2. Estão provados os factos elencados no Acórdão do T.J.B. ora recorrido, a fls. 479-v a 480-v, e que aqui se dão como integralmente reproduzidos.

Do direito

3. Vem a demandada seguradora recorrer do segmento decisório ínsito no Acórdão proferido pelo Colectivo do T.J.B., com o qual se fixou em MOP$500.000,00, a indemnização pelos danos não patrimoniais pelo demandante B sofridos com o acidente de viação matéria dos autos.

Resulta das conclusões pela recorrente produzidas a final da sua motivação de recurso que é a mesma de opinião que o dito Acórdão recorrido está inquinado com o vício de “erro notório na apreciação da prova”, pedindo, a renovação da prova e a redução do montante arbitrado a título de indemnização por danos não patrimoniais.

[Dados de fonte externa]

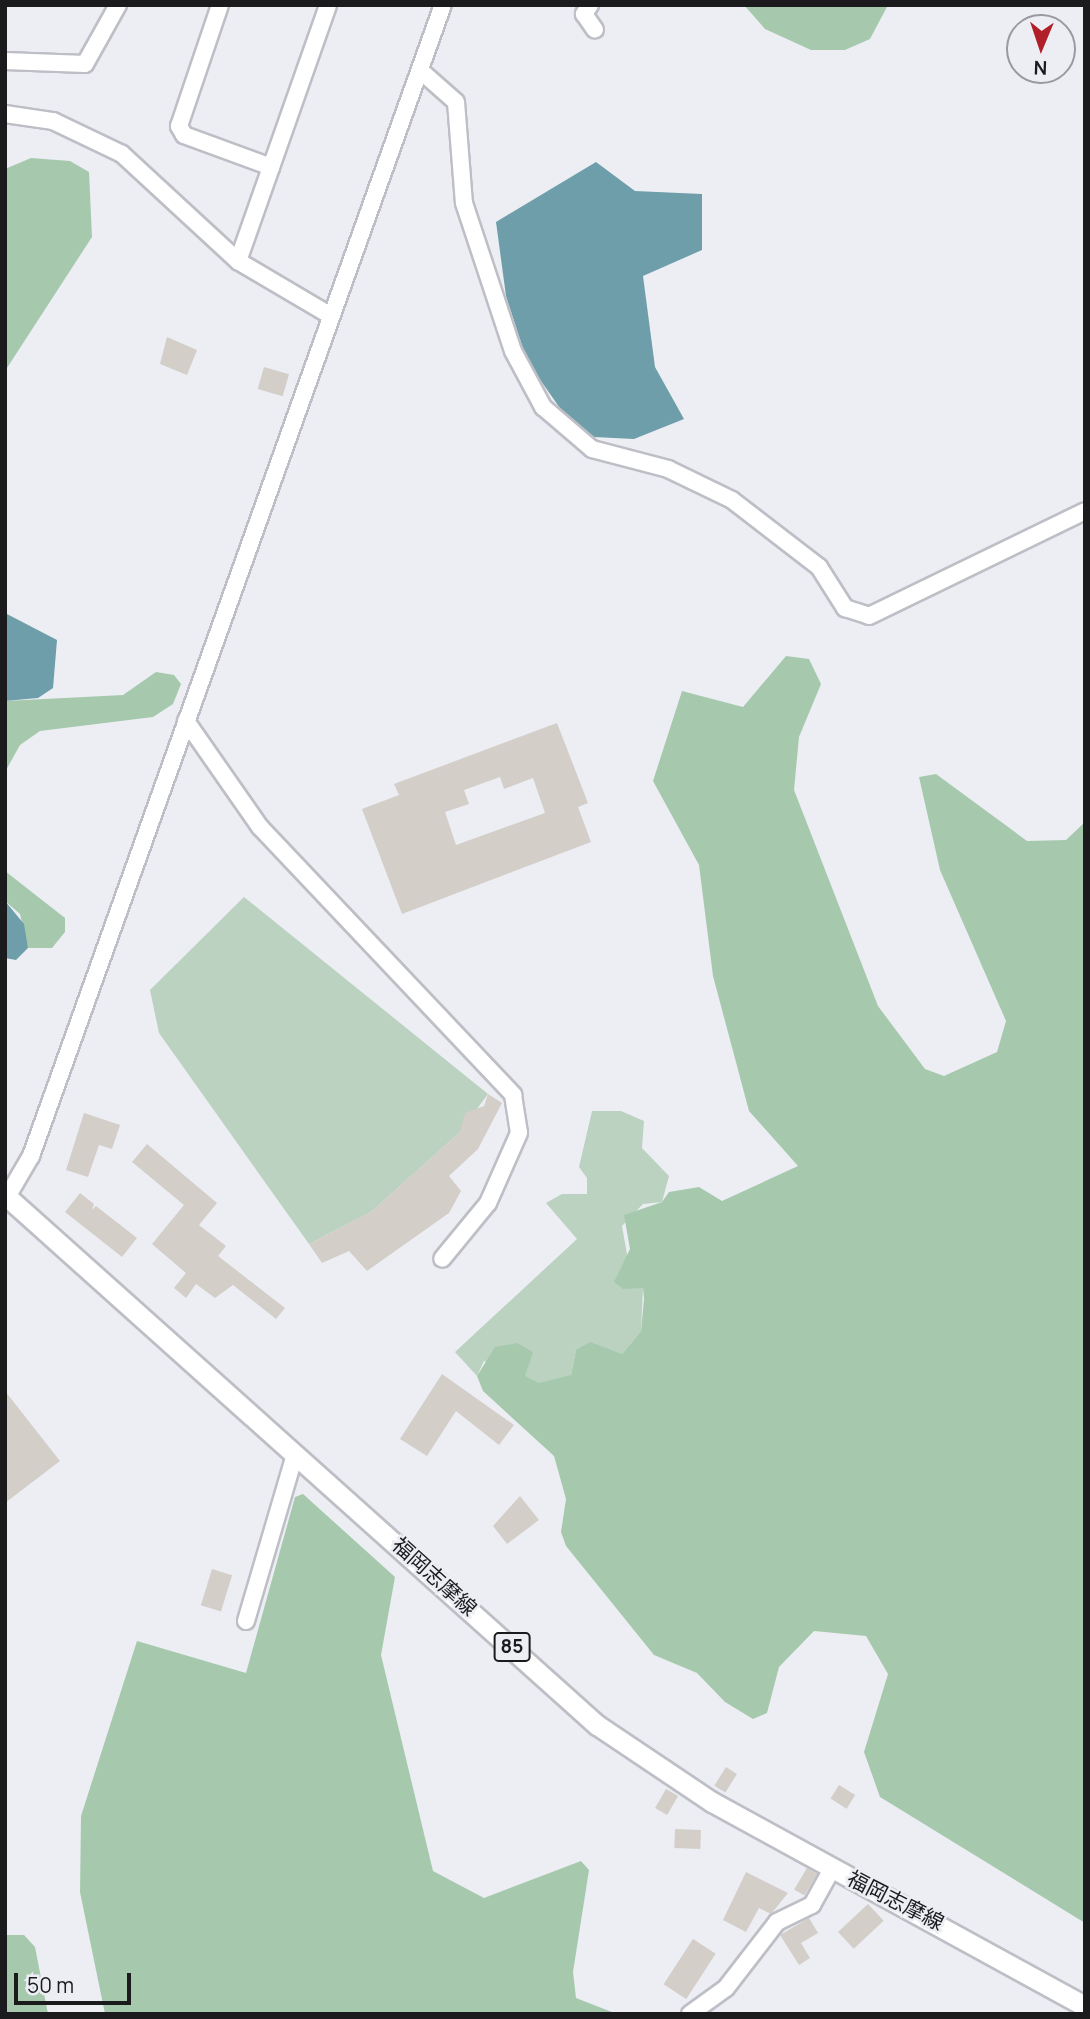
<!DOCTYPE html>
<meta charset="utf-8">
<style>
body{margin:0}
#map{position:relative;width:1090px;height:2019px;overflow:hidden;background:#eceef4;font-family:Manrope,"Noto Sans JP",sans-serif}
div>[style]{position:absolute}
.green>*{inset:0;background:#bad2bf}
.forest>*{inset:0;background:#a6c9ae}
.water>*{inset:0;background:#6e9ea9}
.building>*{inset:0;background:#d3cec8;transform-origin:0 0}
.roads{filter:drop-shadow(2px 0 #bebfc6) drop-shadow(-2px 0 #bebfc6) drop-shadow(0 2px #bebfc6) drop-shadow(0 -2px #bebfc6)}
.minor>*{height:16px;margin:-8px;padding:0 8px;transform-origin:8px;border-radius:8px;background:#fff}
.major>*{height:19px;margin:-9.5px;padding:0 9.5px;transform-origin:9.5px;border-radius:9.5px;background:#fff}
span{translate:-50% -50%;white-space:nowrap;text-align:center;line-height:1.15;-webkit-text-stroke:5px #eceef4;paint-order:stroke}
.shield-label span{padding:2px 5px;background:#eceef4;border:2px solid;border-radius:5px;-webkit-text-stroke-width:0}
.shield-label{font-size:19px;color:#1b1b1e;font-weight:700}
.street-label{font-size:21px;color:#1b1b1e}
.frame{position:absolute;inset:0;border:7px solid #1b1b1e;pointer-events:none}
.north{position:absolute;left:1006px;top:14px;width:70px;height:70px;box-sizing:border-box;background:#eceef4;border:2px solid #989a9e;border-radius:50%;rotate:182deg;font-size:19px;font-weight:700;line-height:28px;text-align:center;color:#1b1b1e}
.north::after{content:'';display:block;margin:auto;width:24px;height:32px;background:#b11f29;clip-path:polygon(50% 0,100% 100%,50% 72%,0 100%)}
.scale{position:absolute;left:14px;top:1973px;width:117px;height:32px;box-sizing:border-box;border:4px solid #1b1b1e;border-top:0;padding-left:9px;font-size:21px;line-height:24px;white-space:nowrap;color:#1b1b1e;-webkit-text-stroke:5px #eceef4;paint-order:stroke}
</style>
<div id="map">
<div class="green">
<i style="clip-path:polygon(244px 897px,488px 1094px,460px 1132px,371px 1212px,309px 1244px,159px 1033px,150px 990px)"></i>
<i style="clip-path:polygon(592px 1111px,621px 1111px,644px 1121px,642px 1148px,669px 1176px,662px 1202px,643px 1204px,622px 1226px,628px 1260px,643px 1288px,641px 1331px,622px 1354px,576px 1350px,571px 1375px,561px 1382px,539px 1383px,484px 1361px,477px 1376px,455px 1352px,577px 1239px,546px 1203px,562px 1194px,587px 1194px,587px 1178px,579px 1167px)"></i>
</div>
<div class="forest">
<i style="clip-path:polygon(744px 5px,888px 5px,870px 39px,845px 50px,811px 50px,765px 29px)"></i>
<i style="clip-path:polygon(31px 158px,70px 161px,89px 172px,92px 237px,5px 371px,5px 169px)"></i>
<i style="clip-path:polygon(786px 656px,809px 659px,821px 684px,799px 737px,794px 790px,878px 1006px,925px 1069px,944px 1076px,997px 1052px,1006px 1021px,940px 870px,919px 777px,936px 774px,1027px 841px,1066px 840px,1085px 822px,1085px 1923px,880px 1797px,864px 1752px,888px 1674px,866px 1636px,814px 1631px,779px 1667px,767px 1713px,753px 1719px,725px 1702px,697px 1673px,654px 1655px,566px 1546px,561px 1532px,566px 1499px,554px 1456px,483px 1391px,477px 1376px,495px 1347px,517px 1343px,533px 1352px,525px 1376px,539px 1383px,571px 1375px,576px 1350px,590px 1342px,622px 1354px,641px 1331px,644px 1299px,643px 1288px,623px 1289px,614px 1282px,630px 1249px,624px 1215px,662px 1202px,669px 1192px,699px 1187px,722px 1201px,798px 1166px,749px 1111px,713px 976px,699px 865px,653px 781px,682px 691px,743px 707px)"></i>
<i style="clip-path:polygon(156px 672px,174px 675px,181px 684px,173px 704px,153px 717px,40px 731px,20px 745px,5px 772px,5px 701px,123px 695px)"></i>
<i style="clip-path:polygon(5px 871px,65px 918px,65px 932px,52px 948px,28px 948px,20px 914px,5px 901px)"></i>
<i style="clip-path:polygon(303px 1494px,395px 1577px,381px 1655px,433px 1871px,484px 1898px,581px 1861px,589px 1870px,573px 1972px,576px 1998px,617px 2014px,105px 2014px,80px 1892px,81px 1816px,137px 1641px,246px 1673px,295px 1497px)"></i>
<i style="clip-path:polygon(24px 1935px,35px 1947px,48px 2014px,5px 2014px,5px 1935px)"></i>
</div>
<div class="water">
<i style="clip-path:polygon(596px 162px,635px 191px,702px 194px,702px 250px,643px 276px,655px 367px,684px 419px,634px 439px,594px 437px,562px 411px,527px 361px,506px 296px,496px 222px)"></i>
<i style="clip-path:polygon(5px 613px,57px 640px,53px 688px,38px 698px,5px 701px)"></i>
<i style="clip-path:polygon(5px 901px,24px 924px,28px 948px,16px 960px,5px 958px)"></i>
</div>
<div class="building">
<i style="clip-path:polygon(167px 337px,197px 350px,187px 375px,160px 364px)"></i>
<i style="left:264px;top:367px;width:26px;height:23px;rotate:16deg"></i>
<i style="clip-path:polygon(evenodd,557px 723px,588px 803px,578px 807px,591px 842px,402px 914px,362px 809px,399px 795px,394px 784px,557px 723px,500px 777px,504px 789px,533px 778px,545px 813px,456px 845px,445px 812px,469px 804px,464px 790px,500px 777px)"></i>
<i style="clip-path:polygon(488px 1094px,502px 1103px,478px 1149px,449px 1176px,461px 1191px,449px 1213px,367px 1271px,349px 1251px,322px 1263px,309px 1244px,371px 1212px,460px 1132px,465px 1113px,484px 1106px)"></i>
<i style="clip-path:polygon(84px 1113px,120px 1125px,112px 1149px,99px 1145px,88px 1177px,66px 1170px)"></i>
<i style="clip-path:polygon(147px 1144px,217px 1203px,199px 1225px,226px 1246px,218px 1256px,285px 1308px,276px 1319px,233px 1285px,215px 1298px,196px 1284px,186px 1298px,174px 1288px,186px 1273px,152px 1244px,184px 1205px,132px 1162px)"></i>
<i style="clip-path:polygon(80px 1193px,94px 1204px,92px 1210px,96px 1206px,137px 1238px,122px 1257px,65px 1212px)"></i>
<i style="clip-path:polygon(442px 1374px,514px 1425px,499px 1445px,456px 1411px,427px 1456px,400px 1439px)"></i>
<i style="clip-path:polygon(5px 1391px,60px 1461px,5px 1503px)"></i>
<i style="clip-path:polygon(520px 1496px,539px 1520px,507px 1544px,493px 1526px)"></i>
<i style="left:212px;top:1569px;width:21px;height:38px;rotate:17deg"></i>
<i style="left:726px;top:1767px;width:13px;height:22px;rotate:32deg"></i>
<i style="left:839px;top:1785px;width:19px;height:16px;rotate:32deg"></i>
<i style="left:666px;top:1789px;width:14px;height:22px;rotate:30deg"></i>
<i style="left:675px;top:1829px;width:26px;height:19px;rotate:2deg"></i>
<i style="left:807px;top:1868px;width:12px;height:25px;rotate:31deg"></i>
<i style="clip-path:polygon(746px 1872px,788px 1893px,771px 1914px,759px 1908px,746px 1932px,723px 1920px)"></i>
<i style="left:868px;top:1904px;width:23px;height:41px;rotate:47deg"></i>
<i style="clip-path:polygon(809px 1918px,818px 1933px,801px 1943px,810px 1958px,799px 1965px,780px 1935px)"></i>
<i style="left:693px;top:1939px;width:27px;height:54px;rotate:33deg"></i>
</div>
<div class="roads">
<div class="minor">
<i style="left:220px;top:5px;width:128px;rotate:108.7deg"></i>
<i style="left:179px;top:126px;width:10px;rotate:61deg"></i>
<i style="left:184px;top:135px;width:93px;rotate:20.2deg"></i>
<i style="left:590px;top:5px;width:11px;rotate:124deg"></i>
<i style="left:584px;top:14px;width:19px;rotate:55deg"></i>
<i style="left:5px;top:61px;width:80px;rotate:2.1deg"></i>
<i style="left:85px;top:64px;width:68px;rotate:-60.8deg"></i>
<i style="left:422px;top:72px;width:45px;rotate:41.4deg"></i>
<i style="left:456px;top:102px;width:101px;rotate:85.5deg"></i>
<i style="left:464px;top:203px;width:156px;rotate:71.7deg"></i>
<i style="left:513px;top:351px;width:64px;rotate:61.8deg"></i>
<i style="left:543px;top:407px;width:65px;rotate:40.6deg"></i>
<i style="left:592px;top:449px;width:79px;rotate:14.7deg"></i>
<i style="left:668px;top:469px;width:71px;rotate:25.8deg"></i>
<i style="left:732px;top:500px;width:110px;rotate:37.6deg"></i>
<i style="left:819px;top:567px;width:49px;rotate:57.6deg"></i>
<i style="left:845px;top:608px;width:25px;rotate:18deg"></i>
<i style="left:869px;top:616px;width:240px;rotate:-25.9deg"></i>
<i style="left:5px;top:114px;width:49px;rotate:8.3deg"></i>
<i style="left:53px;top:121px;width:76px;rotate:25.6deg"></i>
<i style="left:122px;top:154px;width:158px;rotate:42.7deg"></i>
<i style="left:238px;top:261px;width:108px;rotate:30.6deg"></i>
<i style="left:238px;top:261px;width:271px;rotate:-70.6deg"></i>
<i style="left:186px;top:721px;width:129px;rotate:55.1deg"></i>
<i style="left:260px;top:827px;width:369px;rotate:46.6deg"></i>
<i style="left:513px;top:1095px;width:38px;rotate:81deg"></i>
<i style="left:519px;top:1133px;width:77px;rotate:113.9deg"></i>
<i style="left:488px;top:1203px;width:72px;rotate:129.4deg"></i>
<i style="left:7px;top:1197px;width:48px;rotate:-59.7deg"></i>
<i style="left:31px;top:1156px;width:1223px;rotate:-70.31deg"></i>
<i style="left:246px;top:1621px;width:173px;rotate:-73.6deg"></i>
<i style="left:690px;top:2014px;width:44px;rotate:-35.8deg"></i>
<i style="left:726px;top:1988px;width:83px;rotate:-52.3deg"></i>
<i style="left:777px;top:1922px;width:39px;rotate:-26deg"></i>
<i style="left:812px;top:1905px;width:43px;rotate:-61.1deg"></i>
</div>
<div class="major">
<i style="left:5px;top:1195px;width:795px;rotate:41.84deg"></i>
<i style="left:597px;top:1725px;width:138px;rotate:33.8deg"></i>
<i style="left:712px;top:1802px;width:425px;rotate:28.7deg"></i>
</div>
</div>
<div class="shield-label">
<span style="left:512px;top:1647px">85</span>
</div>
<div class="street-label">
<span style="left:435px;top:1576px;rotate:42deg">福岡志摩線</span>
<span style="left:896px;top:1900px;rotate:27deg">福岡志摩線</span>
</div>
<div class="frame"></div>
<div class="north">N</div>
<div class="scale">50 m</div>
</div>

Por anterior acórdão de 26.04.2012, procedeu este T.S.I. à apreciação do invocado “erro notório na apreciação da prova”, e dada a sua inexistência, indeferiu-se o pedido de renovação de prova.

Importa assim decidir agora do quantum indemnizatório fixado pelos danos não patrimoniais do demandante recorrido.

Vejamos.

Pretende a recorrente a redução de tal quantum, fixado em MOP$500,000,00, para o de MOP$200,000,00.

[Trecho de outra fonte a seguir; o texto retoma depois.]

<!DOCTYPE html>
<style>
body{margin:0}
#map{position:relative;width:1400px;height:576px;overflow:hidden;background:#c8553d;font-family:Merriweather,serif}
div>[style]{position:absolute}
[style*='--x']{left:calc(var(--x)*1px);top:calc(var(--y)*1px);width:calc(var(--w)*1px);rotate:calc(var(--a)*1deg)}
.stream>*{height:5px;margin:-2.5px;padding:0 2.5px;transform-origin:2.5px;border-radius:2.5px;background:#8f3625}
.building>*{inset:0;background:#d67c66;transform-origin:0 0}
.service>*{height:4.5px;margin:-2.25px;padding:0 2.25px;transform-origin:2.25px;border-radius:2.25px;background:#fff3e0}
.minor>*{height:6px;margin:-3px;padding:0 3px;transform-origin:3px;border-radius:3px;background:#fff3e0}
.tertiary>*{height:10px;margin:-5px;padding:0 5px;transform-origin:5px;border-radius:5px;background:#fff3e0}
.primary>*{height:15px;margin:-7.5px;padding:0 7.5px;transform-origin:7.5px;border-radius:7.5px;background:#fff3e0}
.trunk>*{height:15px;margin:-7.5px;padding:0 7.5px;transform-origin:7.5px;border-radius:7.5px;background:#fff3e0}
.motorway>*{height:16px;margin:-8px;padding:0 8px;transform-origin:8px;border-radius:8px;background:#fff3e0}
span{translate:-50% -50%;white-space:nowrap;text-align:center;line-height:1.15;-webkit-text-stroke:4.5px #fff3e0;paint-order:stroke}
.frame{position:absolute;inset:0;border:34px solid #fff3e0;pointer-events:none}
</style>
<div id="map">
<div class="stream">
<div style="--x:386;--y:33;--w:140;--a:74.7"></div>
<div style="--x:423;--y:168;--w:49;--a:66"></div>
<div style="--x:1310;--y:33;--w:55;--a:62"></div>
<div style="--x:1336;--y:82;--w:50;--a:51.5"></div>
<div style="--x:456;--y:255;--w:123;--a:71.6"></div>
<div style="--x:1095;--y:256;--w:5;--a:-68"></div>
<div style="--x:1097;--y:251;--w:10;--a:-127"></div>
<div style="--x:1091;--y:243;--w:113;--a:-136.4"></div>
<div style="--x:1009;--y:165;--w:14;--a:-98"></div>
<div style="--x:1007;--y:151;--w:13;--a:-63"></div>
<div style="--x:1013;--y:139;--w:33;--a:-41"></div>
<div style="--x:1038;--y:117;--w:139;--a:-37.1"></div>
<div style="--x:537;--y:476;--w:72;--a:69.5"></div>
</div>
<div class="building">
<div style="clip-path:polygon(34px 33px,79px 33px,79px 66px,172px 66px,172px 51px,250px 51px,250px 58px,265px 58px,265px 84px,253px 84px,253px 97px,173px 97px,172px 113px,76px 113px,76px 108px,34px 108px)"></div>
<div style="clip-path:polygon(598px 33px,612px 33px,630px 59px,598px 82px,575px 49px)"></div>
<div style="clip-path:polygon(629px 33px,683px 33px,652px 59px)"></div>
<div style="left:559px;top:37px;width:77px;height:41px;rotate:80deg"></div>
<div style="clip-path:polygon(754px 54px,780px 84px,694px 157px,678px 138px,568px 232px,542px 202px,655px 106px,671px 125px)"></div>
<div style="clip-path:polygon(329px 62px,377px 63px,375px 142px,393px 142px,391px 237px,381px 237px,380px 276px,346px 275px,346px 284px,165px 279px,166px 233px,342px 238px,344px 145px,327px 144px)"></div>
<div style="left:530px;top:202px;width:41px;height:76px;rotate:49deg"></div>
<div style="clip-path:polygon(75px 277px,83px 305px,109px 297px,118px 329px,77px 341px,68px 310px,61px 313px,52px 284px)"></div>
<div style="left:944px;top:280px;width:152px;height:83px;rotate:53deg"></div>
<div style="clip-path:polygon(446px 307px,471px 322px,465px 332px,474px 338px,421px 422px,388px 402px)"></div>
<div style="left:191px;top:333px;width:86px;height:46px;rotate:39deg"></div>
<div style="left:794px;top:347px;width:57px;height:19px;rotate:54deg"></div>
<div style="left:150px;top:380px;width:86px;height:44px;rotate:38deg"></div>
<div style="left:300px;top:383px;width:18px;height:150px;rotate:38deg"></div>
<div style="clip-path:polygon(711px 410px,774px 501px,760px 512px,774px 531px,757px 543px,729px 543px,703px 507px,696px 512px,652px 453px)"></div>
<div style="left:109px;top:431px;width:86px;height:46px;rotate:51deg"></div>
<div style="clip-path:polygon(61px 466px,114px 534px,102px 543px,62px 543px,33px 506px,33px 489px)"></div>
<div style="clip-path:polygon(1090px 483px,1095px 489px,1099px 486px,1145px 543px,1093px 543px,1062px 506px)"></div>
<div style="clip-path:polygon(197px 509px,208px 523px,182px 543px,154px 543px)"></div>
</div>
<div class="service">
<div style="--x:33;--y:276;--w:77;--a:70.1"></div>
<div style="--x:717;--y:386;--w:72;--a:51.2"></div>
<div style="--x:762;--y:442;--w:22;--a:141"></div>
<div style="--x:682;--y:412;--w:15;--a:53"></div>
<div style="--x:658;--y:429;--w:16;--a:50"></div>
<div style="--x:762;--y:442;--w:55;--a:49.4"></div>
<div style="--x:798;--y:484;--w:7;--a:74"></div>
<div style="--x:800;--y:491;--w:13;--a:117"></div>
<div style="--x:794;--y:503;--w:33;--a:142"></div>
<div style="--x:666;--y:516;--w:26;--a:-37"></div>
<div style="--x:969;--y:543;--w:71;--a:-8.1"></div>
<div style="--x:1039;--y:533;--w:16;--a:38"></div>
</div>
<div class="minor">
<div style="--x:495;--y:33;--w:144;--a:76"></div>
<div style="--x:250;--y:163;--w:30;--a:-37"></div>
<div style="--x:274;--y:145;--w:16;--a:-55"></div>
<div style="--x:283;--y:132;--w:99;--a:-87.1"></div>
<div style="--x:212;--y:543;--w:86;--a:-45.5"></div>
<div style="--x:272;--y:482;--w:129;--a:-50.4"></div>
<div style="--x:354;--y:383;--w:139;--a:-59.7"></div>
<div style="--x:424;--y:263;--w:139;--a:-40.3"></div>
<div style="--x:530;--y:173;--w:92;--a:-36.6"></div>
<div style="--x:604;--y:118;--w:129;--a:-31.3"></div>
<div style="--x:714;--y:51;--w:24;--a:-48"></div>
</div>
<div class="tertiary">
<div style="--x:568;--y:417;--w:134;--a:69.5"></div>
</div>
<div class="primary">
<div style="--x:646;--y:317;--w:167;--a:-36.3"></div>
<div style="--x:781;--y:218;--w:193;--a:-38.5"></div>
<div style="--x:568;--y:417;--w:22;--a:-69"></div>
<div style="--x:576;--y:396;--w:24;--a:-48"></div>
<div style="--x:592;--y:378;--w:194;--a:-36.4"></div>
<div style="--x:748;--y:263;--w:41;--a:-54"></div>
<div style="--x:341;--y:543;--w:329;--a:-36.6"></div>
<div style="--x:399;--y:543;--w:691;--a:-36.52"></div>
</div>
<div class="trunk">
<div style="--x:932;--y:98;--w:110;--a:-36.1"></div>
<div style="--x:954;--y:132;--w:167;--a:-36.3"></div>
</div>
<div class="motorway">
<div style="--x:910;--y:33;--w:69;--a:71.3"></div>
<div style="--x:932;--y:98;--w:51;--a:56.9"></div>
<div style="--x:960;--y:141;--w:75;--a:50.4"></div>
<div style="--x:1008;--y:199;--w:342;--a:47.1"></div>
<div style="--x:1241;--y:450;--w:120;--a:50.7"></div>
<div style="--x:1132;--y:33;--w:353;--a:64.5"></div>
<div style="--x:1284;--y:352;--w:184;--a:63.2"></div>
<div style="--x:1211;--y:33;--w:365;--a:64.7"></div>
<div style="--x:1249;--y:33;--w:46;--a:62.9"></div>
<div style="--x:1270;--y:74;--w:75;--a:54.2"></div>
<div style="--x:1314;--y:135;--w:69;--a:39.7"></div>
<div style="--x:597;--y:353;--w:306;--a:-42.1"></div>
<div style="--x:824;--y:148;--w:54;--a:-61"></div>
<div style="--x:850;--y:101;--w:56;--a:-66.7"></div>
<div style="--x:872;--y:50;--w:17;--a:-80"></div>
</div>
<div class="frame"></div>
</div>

Temos vindo a entender que “a indemnização por danos não patrimoniais tem como objectivo proporcionar um conforto ao ofendido a fim de lhe aliviar os sofrimentos que a lesão lhe provocou ou, se possível, lhos fazer esquecer.
Visa, pois, proporcionar ao lesado momentos de prazer ou de alegria, em termos de neutralizar, na medida do possível, o sofrimento moral de que padeceu.”; (cfr., v.g., o Ac. de 21.04.2005, Proc. n° 318/2004 e de 07.12.2011, Proc. n° 724/2011), sendo também de considerar que em matérias como as em questão inadequados são “montantes miserabilistas”, não sendo igualmente de se proporcionar “enriquecimentos ilegítimos ou injustificados”; (cfr., v.g., o Ac. de 07.12.2011, Proc. n.° 724/2011).

Também o art. 487° do C.C.M. preceitua que: “quando a responsabilidade se fundar na mera culpa, pode a indemnização ser fixada, equitativamente, em montante inferior ao que corresponderia aos danos causados, desde que o grau de culpabilidade do agente, a situação económica deste e do lesado e as demais circunstâncias do caso o justifiquem”.

Na situação dos autos, em causa está o crime de “ofensa grave à integridade física”, p. e p. no art. 142°, n.° 3 do C.P.M. e provado está que o arguido conduzia com uma taxa de álcool no sangue de 1.52g/l, ao mesmo cabendo a culpa (exclusiva) no acidente de viação do qual foi vítima o demandante ora recorrido.

Face ao exposto, e ponderando nas lesões em causa – nomeadamente, uma fractura da parte exterior do planalto tibial direito, deixando uma cicatriz de 13cm – e no sofrimento que teve o dito demandante, cremos que adequado é o quantum de MOP$300.000,00 a título de indemnização pelos seus danos não patrimoniais.

Consigna-se também que no Ac. deste T.S.I. de 16.06.2011, tirado no Proc. n.° 533/2010, considerou-se o montante de MOP$200,000.00 como “adequado”, sendo de notar que aí estavam em causa outro tipo de lesões e menos dias de convalescença.

Decisão

4. Nos termos que se deixam expostos, acordam julgar parcialmente procedente o recurso.

Custas pela recorrente e recorrido na proporção dos seus decaimentos.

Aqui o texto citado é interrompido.